- Your objective -
Note every line in the entries that contains the string "strokeStyle", and copy it.

Collected data entries
──────

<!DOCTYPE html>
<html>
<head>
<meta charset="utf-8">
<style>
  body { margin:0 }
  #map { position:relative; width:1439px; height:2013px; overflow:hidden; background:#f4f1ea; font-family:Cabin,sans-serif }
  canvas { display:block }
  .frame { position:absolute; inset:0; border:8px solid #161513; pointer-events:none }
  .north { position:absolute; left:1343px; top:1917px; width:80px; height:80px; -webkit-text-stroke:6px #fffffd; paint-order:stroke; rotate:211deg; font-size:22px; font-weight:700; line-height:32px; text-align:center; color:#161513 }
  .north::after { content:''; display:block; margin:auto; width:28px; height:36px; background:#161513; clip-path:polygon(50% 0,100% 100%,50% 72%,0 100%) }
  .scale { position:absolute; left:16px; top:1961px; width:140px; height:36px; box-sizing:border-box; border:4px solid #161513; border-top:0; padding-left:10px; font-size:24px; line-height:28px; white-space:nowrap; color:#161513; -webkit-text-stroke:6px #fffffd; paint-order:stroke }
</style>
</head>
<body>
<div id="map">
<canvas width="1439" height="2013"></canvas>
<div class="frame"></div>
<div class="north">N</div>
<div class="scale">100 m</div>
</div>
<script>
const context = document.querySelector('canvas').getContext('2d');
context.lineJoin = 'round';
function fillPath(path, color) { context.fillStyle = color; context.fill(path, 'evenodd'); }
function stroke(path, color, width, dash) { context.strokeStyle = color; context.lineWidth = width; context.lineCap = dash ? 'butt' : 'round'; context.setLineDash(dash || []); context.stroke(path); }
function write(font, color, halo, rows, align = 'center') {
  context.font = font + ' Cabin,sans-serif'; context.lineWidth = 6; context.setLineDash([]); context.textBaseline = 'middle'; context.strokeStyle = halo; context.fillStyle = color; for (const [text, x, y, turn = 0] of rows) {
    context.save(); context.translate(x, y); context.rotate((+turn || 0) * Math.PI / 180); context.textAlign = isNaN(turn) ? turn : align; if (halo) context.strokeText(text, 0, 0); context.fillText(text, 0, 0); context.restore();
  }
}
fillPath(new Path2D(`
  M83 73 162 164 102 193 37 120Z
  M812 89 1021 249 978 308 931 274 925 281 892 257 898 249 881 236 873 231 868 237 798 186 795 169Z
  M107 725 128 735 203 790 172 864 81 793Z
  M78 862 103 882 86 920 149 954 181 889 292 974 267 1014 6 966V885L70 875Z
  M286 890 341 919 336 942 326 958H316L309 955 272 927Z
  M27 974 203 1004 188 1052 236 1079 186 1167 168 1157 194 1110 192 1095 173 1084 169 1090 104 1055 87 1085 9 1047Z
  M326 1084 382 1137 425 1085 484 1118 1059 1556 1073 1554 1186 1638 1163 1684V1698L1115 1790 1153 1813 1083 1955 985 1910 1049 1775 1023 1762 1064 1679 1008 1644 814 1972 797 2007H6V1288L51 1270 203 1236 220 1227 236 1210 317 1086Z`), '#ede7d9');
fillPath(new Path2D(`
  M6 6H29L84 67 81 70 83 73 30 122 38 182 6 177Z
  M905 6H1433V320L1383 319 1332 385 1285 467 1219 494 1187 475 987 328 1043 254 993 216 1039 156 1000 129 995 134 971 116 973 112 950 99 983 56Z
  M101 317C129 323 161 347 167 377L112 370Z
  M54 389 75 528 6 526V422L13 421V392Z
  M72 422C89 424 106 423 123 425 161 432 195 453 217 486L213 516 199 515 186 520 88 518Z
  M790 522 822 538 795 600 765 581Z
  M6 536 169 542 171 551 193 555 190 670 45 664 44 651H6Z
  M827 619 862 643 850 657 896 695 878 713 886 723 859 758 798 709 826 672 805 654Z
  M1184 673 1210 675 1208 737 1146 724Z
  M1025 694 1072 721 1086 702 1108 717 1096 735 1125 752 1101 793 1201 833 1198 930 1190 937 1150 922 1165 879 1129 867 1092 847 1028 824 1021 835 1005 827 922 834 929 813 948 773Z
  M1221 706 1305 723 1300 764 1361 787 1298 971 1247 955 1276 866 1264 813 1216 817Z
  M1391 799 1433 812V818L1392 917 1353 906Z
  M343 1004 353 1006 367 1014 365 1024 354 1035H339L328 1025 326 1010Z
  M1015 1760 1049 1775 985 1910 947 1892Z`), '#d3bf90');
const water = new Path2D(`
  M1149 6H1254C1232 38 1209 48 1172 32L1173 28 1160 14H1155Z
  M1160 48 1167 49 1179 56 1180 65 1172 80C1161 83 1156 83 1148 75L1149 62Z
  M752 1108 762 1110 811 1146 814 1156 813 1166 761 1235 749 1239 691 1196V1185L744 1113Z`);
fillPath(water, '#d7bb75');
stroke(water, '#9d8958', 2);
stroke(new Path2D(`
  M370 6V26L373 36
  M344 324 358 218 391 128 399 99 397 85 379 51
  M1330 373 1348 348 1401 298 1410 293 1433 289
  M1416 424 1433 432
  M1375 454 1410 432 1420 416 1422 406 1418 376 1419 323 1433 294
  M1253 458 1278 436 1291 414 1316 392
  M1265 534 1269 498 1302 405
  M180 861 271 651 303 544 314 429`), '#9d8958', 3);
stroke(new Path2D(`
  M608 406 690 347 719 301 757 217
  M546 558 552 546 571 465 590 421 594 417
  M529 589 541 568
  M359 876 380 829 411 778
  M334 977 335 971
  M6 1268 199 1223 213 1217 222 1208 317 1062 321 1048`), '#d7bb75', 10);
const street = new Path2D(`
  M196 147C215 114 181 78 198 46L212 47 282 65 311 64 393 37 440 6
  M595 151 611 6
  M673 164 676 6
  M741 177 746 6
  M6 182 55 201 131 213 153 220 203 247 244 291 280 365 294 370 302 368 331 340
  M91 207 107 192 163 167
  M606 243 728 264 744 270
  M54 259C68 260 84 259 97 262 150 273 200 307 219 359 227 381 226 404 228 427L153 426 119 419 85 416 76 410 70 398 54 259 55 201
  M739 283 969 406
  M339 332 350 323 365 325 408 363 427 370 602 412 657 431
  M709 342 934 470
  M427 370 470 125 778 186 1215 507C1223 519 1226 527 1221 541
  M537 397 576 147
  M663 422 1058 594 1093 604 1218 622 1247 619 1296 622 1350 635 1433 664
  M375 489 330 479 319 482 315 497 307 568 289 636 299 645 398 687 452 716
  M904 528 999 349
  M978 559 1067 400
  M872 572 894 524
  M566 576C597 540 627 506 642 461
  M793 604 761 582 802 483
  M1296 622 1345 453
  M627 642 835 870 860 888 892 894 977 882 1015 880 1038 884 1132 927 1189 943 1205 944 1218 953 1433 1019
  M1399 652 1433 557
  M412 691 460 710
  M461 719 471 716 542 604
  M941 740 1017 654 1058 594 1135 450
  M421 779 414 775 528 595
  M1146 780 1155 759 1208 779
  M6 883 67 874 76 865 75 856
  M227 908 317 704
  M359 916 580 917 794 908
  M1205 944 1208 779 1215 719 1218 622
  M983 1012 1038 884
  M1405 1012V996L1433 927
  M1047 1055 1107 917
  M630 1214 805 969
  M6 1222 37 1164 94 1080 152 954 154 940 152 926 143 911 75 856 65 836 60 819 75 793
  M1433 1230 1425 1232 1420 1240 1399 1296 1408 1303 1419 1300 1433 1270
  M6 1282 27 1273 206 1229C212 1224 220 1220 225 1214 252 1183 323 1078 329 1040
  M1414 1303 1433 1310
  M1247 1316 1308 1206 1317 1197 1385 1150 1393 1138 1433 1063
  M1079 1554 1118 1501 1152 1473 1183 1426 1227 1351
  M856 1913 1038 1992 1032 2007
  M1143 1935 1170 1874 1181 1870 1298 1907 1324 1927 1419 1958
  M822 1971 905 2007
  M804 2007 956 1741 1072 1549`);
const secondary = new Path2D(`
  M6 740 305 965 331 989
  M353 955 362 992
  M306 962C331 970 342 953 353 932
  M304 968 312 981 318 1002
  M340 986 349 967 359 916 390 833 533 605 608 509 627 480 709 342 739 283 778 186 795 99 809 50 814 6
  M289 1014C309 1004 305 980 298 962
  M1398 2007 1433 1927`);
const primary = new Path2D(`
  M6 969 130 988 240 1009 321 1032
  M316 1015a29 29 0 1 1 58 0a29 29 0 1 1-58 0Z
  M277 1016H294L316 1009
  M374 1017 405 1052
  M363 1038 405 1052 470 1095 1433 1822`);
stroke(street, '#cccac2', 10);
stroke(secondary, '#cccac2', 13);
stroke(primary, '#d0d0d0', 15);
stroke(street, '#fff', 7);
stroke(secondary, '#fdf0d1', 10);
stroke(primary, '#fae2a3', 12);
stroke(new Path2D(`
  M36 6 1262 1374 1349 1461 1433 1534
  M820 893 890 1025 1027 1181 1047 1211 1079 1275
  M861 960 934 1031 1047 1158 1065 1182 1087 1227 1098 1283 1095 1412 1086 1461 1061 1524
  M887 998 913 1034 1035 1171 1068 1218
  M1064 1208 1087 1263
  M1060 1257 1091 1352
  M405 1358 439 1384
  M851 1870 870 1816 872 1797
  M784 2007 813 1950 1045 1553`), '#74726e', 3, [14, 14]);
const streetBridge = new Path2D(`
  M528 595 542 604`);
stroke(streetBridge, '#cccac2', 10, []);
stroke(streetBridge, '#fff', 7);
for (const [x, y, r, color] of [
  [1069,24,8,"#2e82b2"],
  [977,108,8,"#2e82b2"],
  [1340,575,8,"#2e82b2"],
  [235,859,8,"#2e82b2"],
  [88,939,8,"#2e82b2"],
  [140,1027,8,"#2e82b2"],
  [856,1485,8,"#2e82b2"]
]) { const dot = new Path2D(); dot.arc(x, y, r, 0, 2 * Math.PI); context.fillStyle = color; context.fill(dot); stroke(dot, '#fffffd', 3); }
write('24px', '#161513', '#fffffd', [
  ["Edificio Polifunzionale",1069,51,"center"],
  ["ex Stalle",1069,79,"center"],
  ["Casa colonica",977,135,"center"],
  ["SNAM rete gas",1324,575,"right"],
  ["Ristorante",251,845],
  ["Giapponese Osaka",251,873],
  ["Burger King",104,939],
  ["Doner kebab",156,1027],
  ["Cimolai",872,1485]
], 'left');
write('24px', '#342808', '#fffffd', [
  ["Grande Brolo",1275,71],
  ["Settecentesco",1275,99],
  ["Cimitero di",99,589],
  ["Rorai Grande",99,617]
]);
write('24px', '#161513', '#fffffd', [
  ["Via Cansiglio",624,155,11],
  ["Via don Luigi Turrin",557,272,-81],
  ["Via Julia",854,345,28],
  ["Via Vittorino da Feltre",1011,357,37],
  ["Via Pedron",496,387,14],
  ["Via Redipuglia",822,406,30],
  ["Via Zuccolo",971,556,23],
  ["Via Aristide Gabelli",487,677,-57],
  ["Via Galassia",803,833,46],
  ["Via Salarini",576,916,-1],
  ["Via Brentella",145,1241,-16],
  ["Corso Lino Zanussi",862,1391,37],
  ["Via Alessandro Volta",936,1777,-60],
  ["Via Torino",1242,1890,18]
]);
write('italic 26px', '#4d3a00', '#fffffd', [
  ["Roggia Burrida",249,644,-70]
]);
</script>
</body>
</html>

──────

- Your response -
function stroke(path, color, width, dash) { context.strokeStyle = color; context.lineWidth = width; context.lineCap = dash ? 'butt' : 'round'; context.setLineDash(dash || []); context.stroke(path); }
  context.font = font + ' Cabin,sans-serif'; context.lineWidth = 6; context.setLineDash([]); context.textBaseline = 'middle'; context.strokeStyle = halo; context.fillStyle = color; for (const [text, x, y, turn = 0] of rows) {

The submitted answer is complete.